[Try it]:
The entries below need to be transcribed exactly, without their images.

[Dataset entries]:
-*-

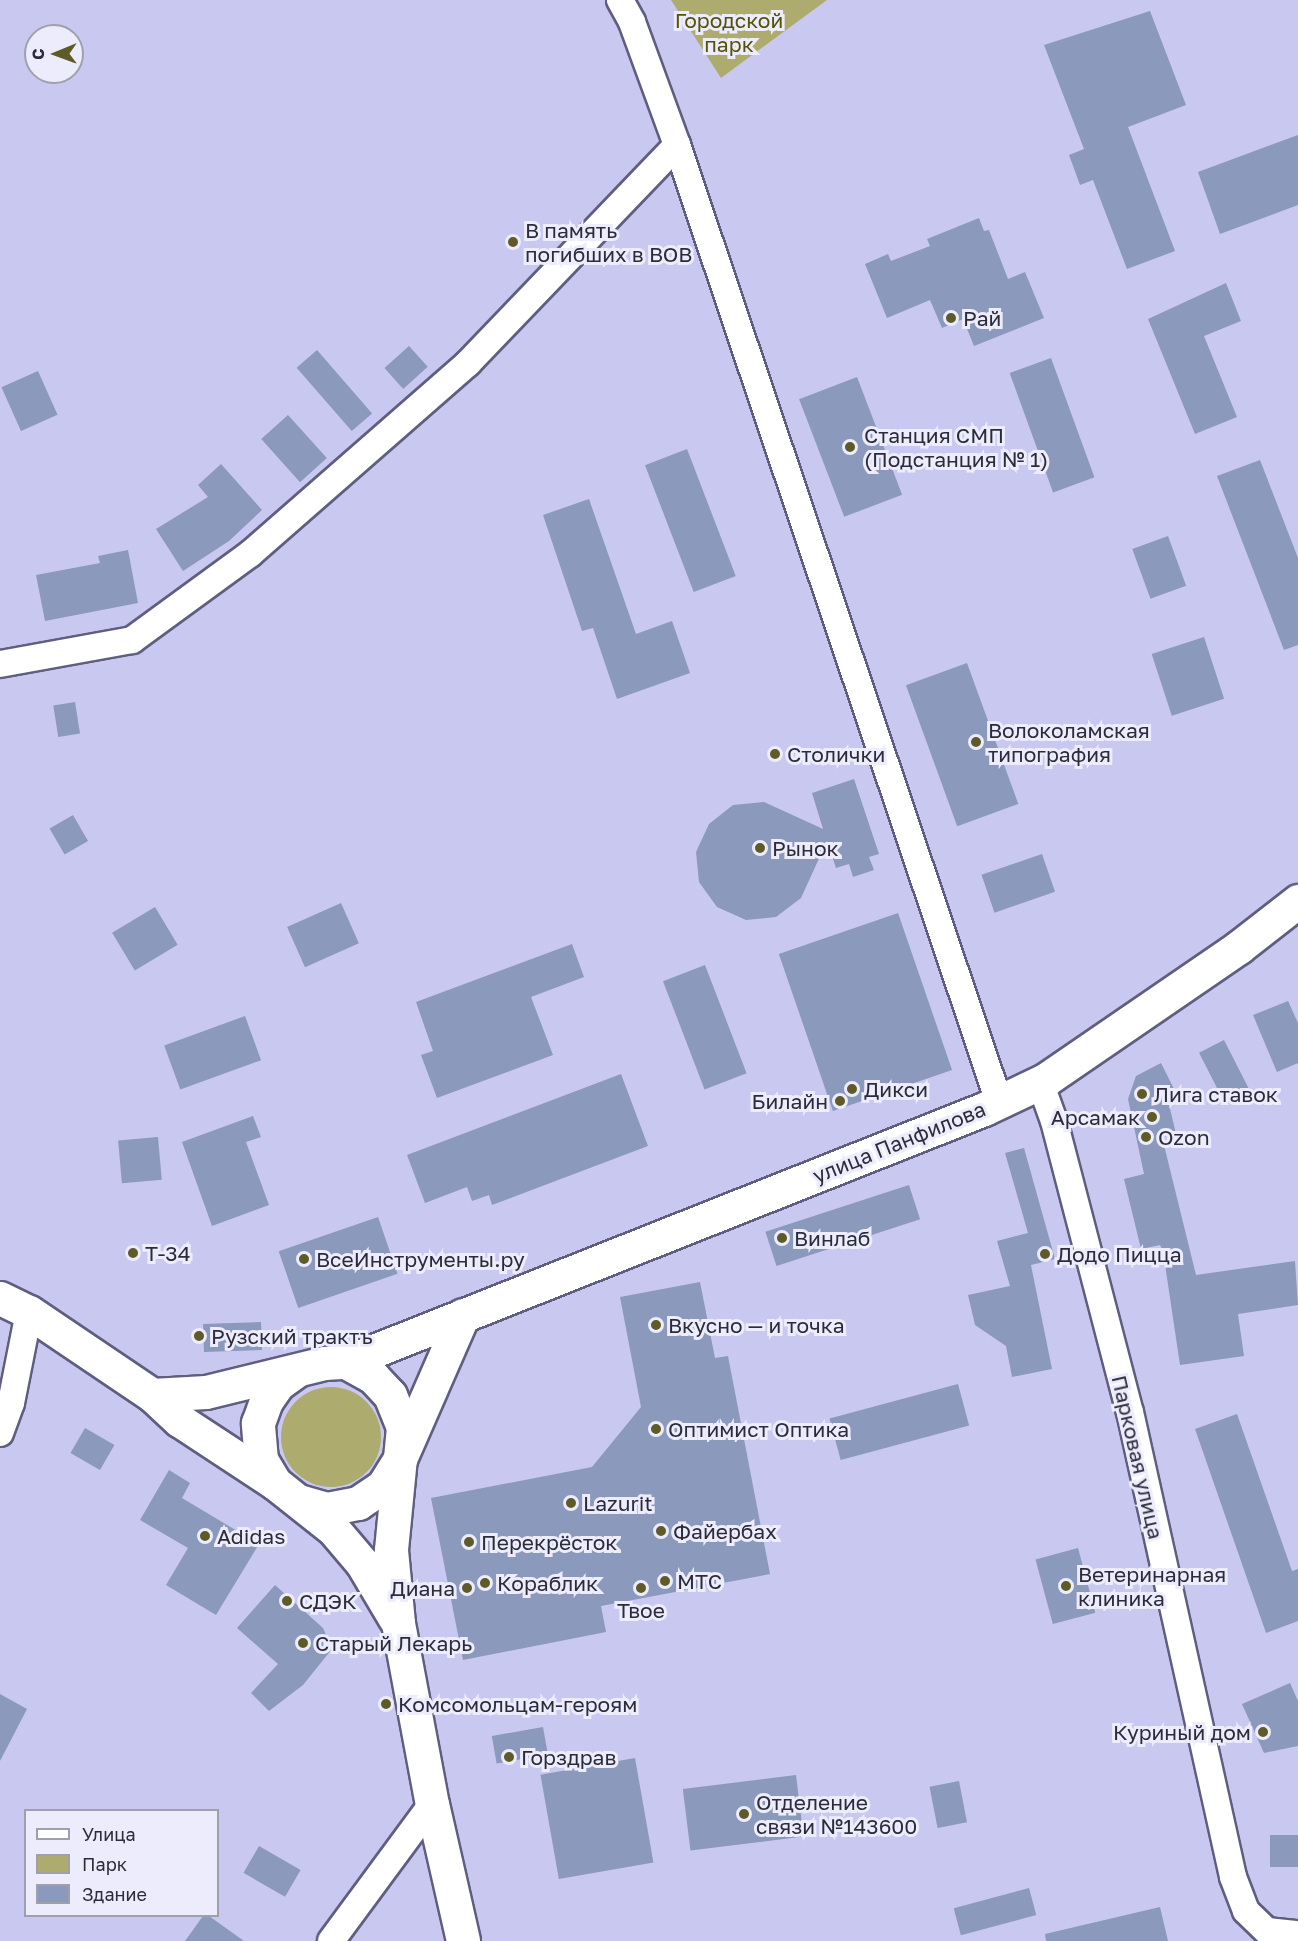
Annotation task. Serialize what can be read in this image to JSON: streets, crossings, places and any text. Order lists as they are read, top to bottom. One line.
{"streets":{"main road":["улица Панфилова"],"street":["Парковая улица"]},"crossings":[["улица Панфилова","Парковая улица"]],"parks":["Городской парк"],"places":["В память погибших в ВОВ","Рай","Станция СМП (Подстанция № 1)","Волоколамская типография","Столички","Рынок","Дикси","Лига ставок","Билайн","Арсамак","Ozon","Винлаб","Т-34","Додо Пицца","ВсеИнструменты.ру","Вкусно — и точка","Рузский трактъ","Оптимист Оптика","Lazurit","Файербах","Adidas","Перекрёсток","МТС","Кораблик","Ветеринарная клиника","Диана","Твое","СДЭК","Старый Лекарь","Комсомольцам-героям","Куриный дом","Горздрав","Отделение связи №143600"],"legend":["Улица","Парк","Здание"],"north":"left"}
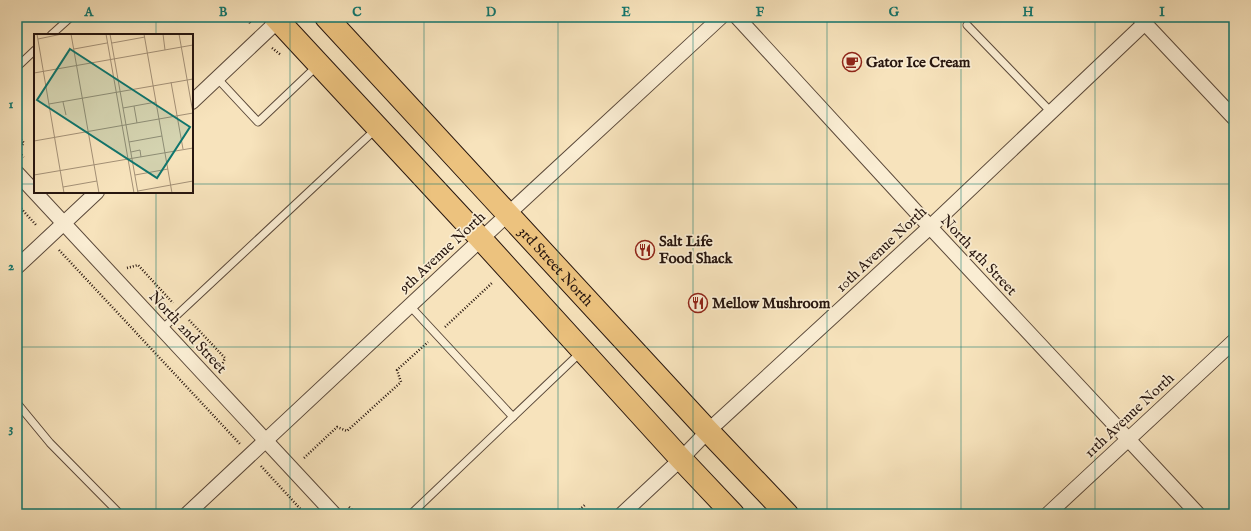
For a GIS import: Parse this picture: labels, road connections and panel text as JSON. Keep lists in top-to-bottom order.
{
  "streets": {
    "main road": ["3rd Street North"],
    "street": [
      "10th Avenue North",
      "9th Avenue North",
      "North 4th Street",
      "North 2nd Street",
      "11th Avenue North"
    ]
  },
  "crossings": [
    ["10th Avenue North", "North 4th Street"],
    ["10th Avenue North", "3rd Street North"],
    ["9th Avenue North", "3rd Street North"],
    ["9th Avenue North", "North 2nd Street"],
    ["North 4th Street", "11th Avenue North"]
  ],
  "places": {
    "cafe": ["Gator Ice Cream"],
    "restaurant": ["Salt Life Food Shack", "Mellow Mushroom"]
  },
  "grid": {
    "columns": [
      "A",
      "B",
      "C",
      "D",
      "E",
      "F",
      "G",
      "H",
      "I"
    ],
    "rows": ["1", "2", "3"]
  }
}
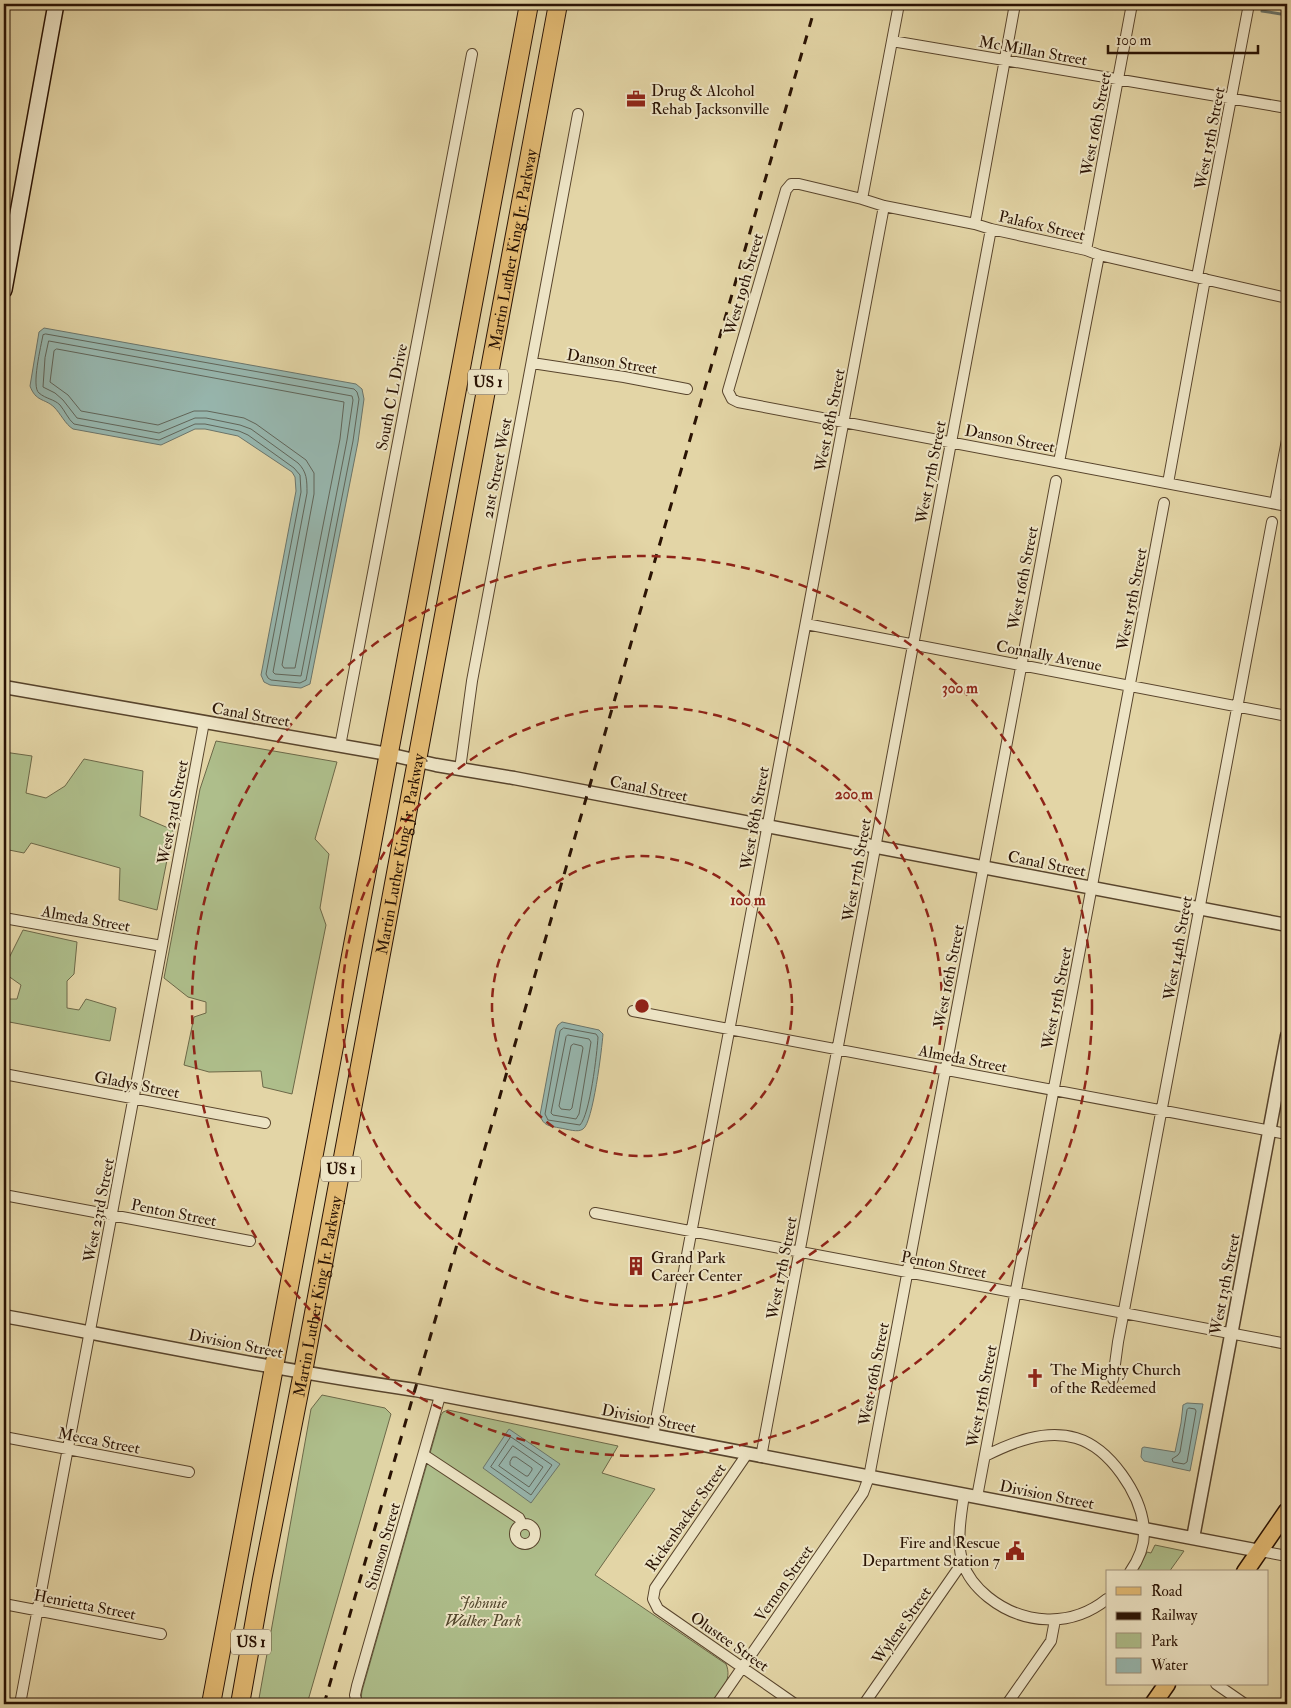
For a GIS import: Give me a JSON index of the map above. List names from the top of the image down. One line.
{"streets":{"highway":["Martin Luther King Jr. Parkway","US 1"],"street":["Mc Millan Street","West 16th Street","West 15th Street","Palafox Street","West 19th Street","Danson Street","South C L Drive","West 18th Street","21st Street West","West 17th Street","Connally Avenue","Canal Street","West 23rd Street","Almeda Street","West 14th Street","Gladys Street","Penton Street","West 13th Street","Division Street","Mecca Street","Rickenbacker Street","Stinson Street","Vernon Street","Henrietta Street","Wylene Street","Olustee Street"]},"crossings":[["Mc Millan Street","West 16th Street"],["Mc Millan Street","West 15th Street"],["West 16th Street","Palafox Street"],["West 16th Street","Connally Avenue"],["West 16th Street","Canal Street"],["West 16th Street","Almeda Street"],["West 16th Street","Penton Street"],["West 16th Street","Division Street"],["West 16th Street","Vernon Street"],["West 15th Street","Palafox Street"],["West 15th Street","Danson Street"],["West 15th Street","Connally Avenue"],["West 15th Street","Canal Street"],["West 15th Street","Almeda Street"],["West 15th Street","Penton Street"],["West 15th Street","Division Street"],["West 15th Street","Wylene Street"],["Palafox Street","West 19th Street"],["Palafox Street","West 18th Street"],["Palafox Street","West 17th Street"],["Martin Luther King Jr. Parkway","Canal Street"],["Martin Luther King Jr. Parkway","Division Street"],["West 19th Street","Danson Street"],["Danson Street","West 18th Street"],["Danson Street","21st Street West"],["Danson Street","West 17th Street"],["South C L Drive","Canal Street"],["West 18th Street","Connally Avenue"],["West 18th Street","Canal Street"],["West 18th Street","Almeda Street"],["West 18th Street","Penton Street"],["West 18th Street","Division Street"],["21st Street West","Canal Street"],["West 17th Street","Connally Avenue"],["West 17th Street","Canal Street"],["West 17th Street","Almeda Street"],["West 17th Street","Penton Street"],["West 17th Street","Division Street"],["Connally Avenue","West 14th Street"],["Canal Street","West 23rd Street"],["Canal Street","West 14th Street"],["West 23rd Street","Almeda Street"],["West 23rd Street","Gladys Street"],["West 23rd Street","Penton Street"],["West 23rd Street","Division Street"],["West 23rd Street","Mecca Street"],["West 23rd Street","Henrietta Street"],["Almeda Street","West 14th Street"],["Almeda Street","West 13th Street"],["West 14th Street","Penton Street"],["Penton Street","West 13th Street"],["West 13th Street","Division Street"],["Division Street","Rickenbacker Street"],["Division Street","Stinson Street"],["Division Street","Vernon Street"],["Rickenbacker Street","Olustee Street"],["Vernon Street","Olustee Street"]],"parks":["Johnnie Walker Park"],"places":{"office":["Drug & Alcohol Rehab Jacksonville"],"building":["Grand Park Career Center"],"church":["The Mighty Church of the Redeemed"],"public building":["Fire and Rescue Department Station 7"]},"legend":["Road","Railway","Park","Water"],"scale_bar":"100 m","rings":["300 m","200 m","100 m"]}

-*-

[Task result]:
Annotation task. Serialize what can be read in this image to JSON: streets, crossings, places and any text. Order lists as they are read, top to bottom. One line.
{"streets":{"main road":["улица Панфилова"],"street":["Парковая улица"]},"crossings":[["улица Панфилова","Парковая улица"]],"parks":["Городской парк"],"places":["В память погибших в ВОВ","Рай","Станция СМП (Подстанция № 1)","Волоколамская типография","Столички","Рынок","Дикси","Лига ставок","Билайн","Арсамак","Ozon","Винлаб","Т-34","Додо Пицца","ВсеИнструменты.ру","Вкусно — и точка","Рузский трактъ","Оптимист Оптика","Lazurit","Файербах","Adidas","Перекрёсток","МТС","Кораблик","Ветеринарная клиника","Диана","Твое","СДЭК","Старый Лекарь","Комсомольцам-героям","Куриный дом","Горздрав","Отделение связи №143600"],"legend":["Улица","Парк","Здание"],"north":"left"}
For a GIS import: Parse this picture: labels, road connections and panel text as JSON. Keep lists in top-to-bottom order.
{
  "streets": {
    "main road": ["3rd Street North"],
    "street": [
      "10th Avenue North",
      "9th Avenue North",
      "North 4th Street",
      "North 2nd Street",
      "11th Avenue North"
    ]
  },
  "crossings": [
    ["10th Avenue North", "North 4th Street"],
    ["10th Avenue North", "3rd Street North"],
    ["9th Avenue North", "3rd Street North"],
    ["9th Avenue North", "North 2nd Street"],
    ["North 4th Street", "11th Avenue North"]
  ],
  "places": {
    "cafe": ["Gator Ice Cream"],
    "restaurant": ["Salt Life Food Shack", "Mellow Mushroom"]
  },
  "grid": {
    "columns": [
      "A",
      "B",
      "C",
      "D",
      "E",
      "F",
      "G",
      "H",
      "I"
    ],
    "rows": ["1", "2", "3"]
  }
}
For a GIS import: Give me a JSON index of the map above. List names from the top of the image down. One line.
{"streets":{"highway":["Martin Luther King Jr. Parkway","US 1"],"street":["Mc Millan Street","West 16th Street","West 15th Street","Palafox Street","West 19th Street","Danson Street","South C L Drive","West 18th Street","21st Street West","West 17th Street","Connally Avenue","Canal Street","West 23rd Street","Almeda Street","West 14th Street","Gladys Street","Penton Street","West 13th Street","Division Street","Mecca Street","Rickenbacker Street","Stinson Street","Vernon Street","Henrietta Street","Wylene Street","Olustee Street"]},"crossings":[["Mc Millan Street","West 16th Street"],["Mc Millan Street","West 15th Street"],["West 16th Street","Palafox Street"],["West 16th Street","Connally Avenue"],["West 16th Street","Canal Street"],["West 16th Street","Almeda Street"],["West 16th Street","Penton Street"],["West 16th Street","Division Street"],["West 16th Street","Vernon Street"],["West 15th Street","Palafox Street"],["West 15th Street","Danson Street"],["West 15th Street","Connally Avenue"],["West 15th Street","Canal Street"],["West 15th Street","Almeda Street"],["West 15th Street","Penton Street"],["West 15th Street","Division Street"],["West 15th Street","Wylene Street"],["Palafox Street","West 19th Street"],["Palafox Street","West 18th Street"],["Palafox Street","West 17th Street"],["Martin Luther King Jr. Parkway","Canal Street"],["Martin Luther King Jr. Parkway","Division Street"],["West 19th Street","Danson Street"],["Danson Street","West 18th Street"],["Danson Street","21st Street West"],["Danson Street","West 17th Street"],["South C L Drive","Canal Street"],["West 18th Street","Connally Avenue"],["West 18th Street","Canal Street"],["West 18th Street","Almeda Street"],["West 18th Street","Penton Street"],["West 18th Street","Division Street"],["21st Street West","Canal Street"],["West 17th Street","Connally Avenue"],["West 17th Street","Canal Street"],["West 17th Street","Almeda Street"],["West 17th Street","Penton Street"],["West 17th Street","Division Street"],["Connally Avenue","West 14th Street"],["Canal Street","West 23rd Street"],["Canal Street","West 14th Street"],["West 23rd Street","Almeda Street"],["West 23rd Street","Gladys Street"],["West 23rd Street","Penton Street"],["West 23rd Street","Division Street"],["West 23rd Street","Mecca Street"],["West 23rd Street","Henrietta Street"],["Almeda Street","West 14th Street"],["Almeda Street","West 13th Street"],["West 14th Street","Penton Street"],["Penton Street","West 13th Street"],["West 13th Street","Division Street"],["Division Street","Rickenbacker Street"],["Division Street","Stinson Street"],["Division Street","Vernon Street"],["Rickenbacker Street","Olustee Street"],["Vernon Street","Olustee Street"]],"parks":["Johnnie Walker Park"],"places":{"office":["Drug & Alcohol Rehab Jacksonville"],"building":["Grand Park Career Center"],"church":["The Mighty Church of the Redeemed"],"public building":["Fire and Rescue Department Station 7"]},"legend":["Road","Railway","Park","Water"],"scale_bar":"100 m","rings":["300 m","200 m","100 m"]}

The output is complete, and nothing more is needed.